Zebrafish Syntaphilins anchor mitochondria in mature retinal axons. A, Domain structure of human SNPH. Both the MTB and TMs are highly conserved in zebrafish Snpha and Snphb (see also Extended Data Figure 6-1). The red asterisk indicates the position of the TALEN target region. B, Mutations in snpha and snphb were introduced by TALEN mutagenesis. Red lines indicate the deleted sequences. Changes in amino acids are shown in red. RT-PCR analysis of snpha and snphb in WT and db embryos demonstrate the presence of shorter transcripts in the mutants. C, Individual retinal axons and mitochondria were mosaically labeled by injecting isl2b:mitoEGFP-2A-TagRFPCAAX at the one-cell stage. After removal of the contralateral eye, mature axons of the optic tract and their mitochondria were imaged in a lateral view at 120 hpf (Δt = 15 s). D, E, Quantification of the percentage of stationary mitochondria using kymograph analysis shows a reduction in stalled mitochondria in axons from snph db mutants. Data from two independent experiments (WT: n = 7, db: n = 8) are shown as the mean ± SEM. Statistical analysis: unpaired t test, **p < 0.01.
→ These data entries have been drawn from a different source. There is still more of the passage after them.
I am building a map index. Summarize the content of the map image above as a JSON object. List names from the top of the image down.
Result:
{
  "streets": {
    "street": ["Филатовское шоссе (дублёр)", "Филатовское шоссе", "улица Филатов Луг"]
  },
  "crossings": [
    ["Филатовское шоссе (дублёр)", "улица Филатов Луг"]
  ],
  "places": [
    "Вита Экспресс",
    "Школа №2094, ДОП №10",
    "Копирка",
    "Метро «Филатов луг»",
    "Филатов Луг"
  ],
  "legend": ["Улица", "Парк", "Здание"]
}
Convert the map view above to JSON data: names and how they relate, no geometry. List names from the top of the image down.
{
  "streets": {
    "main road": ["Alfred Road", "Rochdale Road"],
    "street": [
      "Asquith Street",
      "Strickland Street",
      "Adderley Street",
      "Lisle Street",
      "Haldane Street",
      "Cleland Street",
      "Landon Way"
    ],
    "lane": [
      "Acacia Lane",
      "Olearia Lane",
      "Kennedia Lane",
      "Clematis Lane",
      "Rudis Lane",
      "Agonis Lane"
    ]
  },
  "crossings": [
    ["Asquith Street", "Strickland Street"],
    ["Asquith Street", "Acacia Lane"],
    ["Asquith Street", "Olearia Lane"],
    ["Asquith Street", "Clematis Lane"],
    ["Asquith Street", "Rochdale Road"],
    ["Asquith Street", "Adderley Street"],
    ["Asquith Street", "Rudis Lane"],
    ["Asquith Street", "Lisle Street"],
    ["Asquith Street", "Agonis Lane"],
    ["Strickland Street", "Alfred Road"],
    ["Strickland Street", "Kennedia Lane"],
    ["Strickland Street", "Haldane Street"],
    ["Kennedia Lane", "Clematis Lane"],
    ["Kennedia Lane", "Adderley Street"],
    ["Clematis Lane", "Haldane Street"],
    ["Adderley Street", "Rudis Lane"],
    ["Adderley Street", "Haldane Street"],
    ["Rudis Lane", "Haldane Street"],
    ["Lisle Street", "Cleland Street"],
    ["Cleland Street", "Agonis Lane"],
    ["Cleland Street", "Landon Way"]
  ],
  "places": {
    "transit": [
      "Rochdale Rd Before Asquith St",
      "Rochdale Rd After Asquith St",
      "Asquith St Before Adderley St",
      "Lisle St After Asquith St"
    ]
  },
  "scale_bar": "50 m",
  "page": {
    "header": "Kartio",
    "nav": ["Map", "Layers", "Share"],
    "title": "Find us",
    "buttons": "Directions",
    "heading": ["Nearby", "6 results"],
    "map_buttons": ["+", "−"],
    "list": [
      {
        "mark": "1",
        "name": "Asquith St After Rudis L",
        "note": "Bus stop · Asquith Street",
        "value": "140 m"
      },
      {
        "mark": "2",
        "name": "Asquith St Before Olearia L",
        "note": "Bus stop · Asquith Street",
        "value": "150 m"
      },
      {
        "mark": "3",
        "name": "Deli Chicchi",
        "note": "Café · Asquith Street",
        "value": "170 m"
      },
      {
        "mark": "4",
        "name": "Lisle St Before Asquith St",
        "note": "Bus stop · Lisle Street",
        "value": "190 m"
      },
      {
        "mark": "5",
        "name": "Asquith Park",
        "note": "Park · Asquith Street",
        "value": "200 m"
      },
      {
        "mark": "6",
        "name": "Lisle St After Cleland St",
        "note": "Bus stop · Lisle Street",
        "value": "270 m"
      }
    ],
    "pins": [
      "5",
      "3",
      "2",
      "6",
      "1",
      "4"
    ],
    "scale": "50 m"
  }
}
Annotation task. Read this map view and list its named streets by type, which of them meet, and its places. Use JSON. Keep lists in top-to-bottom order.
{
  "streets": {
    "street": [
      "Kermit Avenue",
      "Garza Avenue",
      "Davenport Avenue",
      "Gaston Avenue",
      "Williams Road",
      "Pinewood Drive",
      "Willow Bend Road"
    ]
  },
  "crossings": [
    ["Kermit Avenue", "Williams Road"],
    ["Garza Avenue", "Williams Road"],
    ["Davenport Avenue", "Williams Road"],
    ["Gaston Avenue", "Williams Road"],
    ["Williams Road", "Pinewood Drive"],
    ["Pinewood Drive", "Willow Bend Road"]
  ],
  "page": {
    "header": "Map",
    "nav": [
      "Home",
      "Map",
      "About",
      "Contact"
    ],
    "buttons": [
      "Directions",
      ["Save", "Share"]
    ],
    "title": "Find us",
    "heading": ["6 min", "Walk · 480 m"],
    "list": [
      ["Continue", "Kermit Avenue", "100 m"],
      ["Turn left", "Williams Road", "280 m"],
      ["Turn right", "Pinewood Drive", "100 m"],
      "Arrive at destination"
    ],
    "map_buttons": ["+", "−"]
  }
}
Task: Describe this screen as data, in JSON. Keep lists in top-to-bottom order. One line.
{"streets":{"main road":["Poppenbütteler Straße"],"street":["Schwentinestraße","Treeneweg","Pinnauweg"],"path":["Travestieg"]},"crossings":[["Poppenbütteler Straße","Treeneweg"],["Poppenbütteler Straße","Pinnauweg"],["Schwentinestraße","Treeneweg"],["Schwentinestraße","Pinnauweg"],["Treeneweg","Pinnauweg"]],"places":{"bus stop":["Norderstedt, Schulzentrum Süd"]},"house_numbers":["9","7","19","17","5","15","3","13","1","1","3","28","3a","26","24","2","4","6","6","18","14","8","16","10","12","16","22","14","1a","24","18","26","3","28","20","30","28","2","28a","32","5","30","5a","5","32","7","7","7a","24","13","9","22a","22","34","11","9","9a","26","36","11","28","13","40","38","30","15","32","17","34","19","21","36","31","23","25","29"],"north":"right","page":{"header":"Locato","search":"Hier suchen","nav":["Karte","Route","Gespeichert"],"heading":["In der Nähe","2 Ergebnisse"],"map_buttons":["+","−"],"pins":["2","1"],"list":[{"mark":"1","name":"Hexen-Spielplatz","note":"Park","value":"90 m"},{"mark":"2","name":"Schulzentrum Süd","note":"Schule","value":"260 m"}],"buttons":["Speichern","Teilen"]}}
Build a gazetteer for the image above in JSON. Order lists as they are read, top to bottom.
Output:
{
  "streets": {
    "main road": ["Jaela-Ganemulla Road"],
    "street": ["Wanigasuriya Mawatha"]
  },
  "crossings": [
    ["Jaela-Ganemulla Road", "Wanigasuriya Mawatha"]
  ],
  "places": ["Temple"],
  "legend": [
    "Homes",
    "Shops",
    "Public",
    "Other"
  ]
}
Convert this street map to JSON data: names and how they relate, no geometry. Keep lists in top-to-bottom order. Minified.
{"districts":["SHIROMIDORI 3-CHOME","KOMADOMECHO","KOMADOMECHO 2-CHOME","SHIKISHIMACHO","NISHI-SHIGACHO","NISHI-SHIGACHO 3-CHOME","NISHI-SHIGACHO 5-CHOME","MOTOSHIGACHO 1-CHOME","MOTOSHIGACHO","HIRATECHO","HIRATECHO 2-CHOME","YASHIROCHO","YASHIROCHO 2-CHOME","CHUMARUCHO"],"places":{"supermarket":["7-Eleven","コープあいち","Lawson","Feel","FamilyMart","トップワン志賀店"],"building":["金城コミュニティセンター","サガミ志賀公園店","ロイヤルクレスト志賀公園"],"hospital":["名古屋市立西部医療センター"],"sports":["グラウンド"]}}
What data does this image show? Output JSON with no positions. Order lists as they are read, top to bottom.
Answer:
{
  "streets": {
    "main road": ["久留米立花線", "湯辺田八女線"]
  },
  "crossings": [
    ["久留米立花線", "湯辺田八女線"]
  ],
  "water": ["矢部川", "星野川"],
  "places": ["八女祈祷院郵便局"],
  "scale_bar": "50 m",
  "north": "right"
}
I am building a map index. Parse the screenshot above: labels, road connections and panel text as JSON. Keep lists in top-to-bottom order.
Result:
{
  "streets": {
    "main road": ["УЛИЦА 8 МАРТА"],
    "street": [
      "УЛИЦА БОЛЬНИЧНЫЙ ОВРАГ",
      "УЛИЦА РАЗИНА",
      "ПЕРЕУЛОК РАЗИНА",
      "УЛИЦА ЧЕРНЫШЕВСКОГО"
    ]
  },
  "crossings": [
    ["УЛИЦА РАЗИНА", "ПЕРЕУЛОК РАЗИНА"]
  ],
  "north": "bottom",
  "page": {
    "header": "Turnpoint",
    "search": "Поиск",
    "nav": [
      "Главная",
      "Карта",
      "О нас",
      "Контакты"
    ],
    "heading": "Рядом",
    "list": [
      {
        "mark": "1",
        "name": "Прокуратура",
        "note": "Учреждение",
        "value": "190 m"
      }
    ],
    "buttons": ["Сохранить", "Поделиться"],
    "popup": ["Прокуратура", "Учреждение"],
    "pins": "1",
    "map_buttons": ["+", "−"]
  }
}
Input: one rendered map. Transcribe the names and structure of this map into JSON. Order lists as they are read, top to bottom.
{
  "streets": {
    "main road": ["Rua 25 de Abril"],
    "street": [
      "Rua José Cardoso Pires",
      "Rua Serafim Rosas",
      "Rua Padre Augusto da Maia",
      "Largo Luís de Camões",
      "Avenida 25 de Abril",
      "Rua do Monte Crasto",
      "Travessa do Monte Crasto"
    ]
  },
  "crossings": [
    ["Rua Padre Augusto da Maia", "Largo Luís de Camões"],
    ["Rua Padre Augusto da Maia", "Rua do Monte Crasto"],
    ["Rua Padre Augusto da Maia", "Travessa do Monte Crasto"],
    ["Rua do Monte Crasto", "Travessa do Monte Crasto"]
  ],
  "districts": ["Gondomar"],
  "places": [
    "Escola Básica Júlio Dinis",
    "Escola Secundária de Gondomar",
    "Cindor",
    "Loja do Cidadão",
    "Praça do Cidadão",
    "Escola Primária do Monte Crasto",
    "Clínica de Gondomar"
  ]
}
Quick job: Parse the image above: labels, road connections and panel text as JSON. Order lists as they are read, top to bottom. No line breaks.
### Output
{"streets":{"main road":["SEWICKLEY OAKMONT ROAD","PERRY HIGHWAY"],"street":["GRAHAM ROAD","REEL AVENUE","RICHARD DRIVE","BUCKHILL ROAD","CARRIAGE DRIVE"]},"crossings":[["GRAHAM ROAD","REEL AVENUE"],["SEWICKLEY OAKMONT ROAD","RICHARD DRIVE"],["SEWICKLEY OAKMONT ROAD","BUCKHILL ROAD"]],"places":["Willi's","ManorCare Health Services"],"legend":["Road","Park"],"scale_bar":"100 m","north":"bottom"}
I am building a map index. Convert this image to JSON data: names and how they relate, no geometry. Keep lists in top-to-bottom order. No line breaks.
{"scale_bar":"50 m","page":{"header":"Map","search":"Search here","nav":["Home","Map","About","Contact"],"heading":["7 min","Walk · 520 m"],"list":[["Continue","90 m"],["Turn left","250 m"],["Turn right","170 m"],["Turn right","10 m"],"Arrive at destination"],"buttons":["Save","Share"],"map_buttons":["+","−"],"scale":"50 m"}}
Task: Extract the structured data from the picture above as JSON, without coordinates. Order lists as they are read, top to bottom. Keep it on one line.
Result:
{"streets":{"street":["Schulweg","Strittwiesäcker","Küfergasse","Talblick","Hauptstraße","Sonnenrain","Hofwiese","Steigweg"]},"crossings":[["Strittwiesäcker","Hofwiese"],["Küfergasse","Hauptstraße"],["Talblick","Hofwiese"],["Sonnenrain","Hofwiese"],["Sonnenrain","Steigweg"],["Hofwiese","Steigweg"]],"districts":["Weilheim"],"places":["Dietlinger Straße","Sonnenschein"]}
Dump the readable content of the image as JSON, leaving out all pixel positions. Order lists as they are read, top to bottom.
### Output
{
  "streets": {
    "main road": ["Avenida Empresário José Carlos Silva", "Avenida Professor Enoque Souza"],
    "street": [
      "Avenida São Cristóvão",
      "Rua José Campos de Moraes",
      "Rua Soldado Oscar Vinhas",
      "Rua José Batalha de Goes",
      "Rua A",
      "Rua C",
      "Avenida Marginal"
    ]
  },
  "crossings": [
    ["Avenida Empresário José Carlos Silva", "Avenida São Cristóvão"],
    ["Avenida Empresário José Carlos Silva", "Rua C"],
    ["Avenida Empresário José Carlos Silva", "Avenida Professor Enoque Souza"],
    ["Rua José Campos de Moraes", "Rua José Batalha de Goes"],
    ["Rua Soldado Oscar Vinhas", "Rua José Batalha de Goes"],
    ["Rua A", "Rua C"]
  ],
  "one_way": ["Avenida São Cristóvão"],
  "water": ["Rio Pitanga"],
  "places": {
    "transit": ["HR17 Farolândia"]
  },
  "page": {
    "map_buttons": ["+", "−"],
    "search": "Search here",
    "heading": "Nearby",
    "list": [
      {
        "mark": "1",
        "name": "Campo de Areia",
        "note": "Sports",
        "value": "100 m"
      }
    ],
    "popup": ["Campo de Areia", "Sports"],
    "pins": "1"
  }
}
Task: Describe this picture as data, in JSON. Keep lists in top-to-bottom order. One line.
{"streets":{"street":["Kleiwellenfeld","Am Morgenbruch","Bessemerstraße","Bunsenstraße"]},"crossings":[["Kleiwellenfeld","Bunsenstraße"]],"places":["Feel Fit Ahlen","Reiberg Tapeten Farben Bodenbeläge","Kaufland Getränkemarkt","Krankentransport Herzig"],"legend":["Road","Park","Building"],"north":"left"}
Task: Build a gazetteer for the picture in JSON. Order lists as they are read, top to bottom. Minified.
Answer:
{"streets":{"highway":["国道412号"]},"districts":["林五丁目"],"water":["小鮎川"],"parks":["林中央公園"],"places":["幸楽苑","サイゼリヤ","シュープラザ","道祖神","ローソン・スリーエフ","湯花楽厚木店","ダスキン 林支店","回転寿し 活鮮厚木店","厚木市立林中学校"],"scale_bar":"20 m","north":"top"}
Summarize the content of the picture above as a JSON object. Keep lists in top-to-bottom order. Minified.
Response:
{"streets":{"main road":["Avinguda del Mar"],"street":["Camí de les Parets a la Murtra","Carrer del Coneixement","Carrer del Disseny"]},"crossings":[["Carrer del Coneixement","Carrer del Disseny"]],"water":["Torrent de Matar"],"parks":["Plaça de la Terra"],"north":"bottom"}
Syntaphilins participate in mitochondrial docking at the growth cone but do not regulate axon elongation. A–B´, Quantification of the mitochondrial occupancy (as a percentage) of the growth cone total volume (A), total area (Á), central volume (B), and central area (B´) in WT and snph db. Mitochondrial occupancy is decreased in snph db. C, C´, Quantification of the mitochondrial volume in the peripheral growth cone (C), and of the number of mitochondria in the growth cone peripheral area (C´) in WT and snph db. D, D´, Quantification of the distance between the largest mitochondrial cluster and the growth cone leading edge in WT and snph db. We quantified the distance from the leading edge separately in pausing and advancing growth cones as it varies depending on growth cone status (Fig. 2E). Mitochondria are located further from the leading edge in retinal growth cones of db compared with WT. E–G, Reduced mitochondrial occupancy in the growth cone of snph db is accompanied by an increased removal of mitochondria from the growth cone. More mitochondria leave the growth cone per minute in db, while no difference is detected for arriving mitochondria (E). Quantification of net mitochondrial transport proximally to the growth cone (F) shows more mitochondria moving retrogradely in snph db, which is accompanied by a decreased percentage of mitochondria moving in the anterograde direction. No differences in percentage time in anterograde or retrograde motion were found (G). H, I, Quantification of growth cone morphology shows no differences in growth cone total and central areas (H) and number of filopodia (I) between db and WT embryos. J, Axon elongation is not statistically different between db and WT embryos. Data from 12 independent experiments per genotype are shown as the mean ± SEM. Statistical analysis: unpaired t test, **p < 0.01, ***p < 0.001.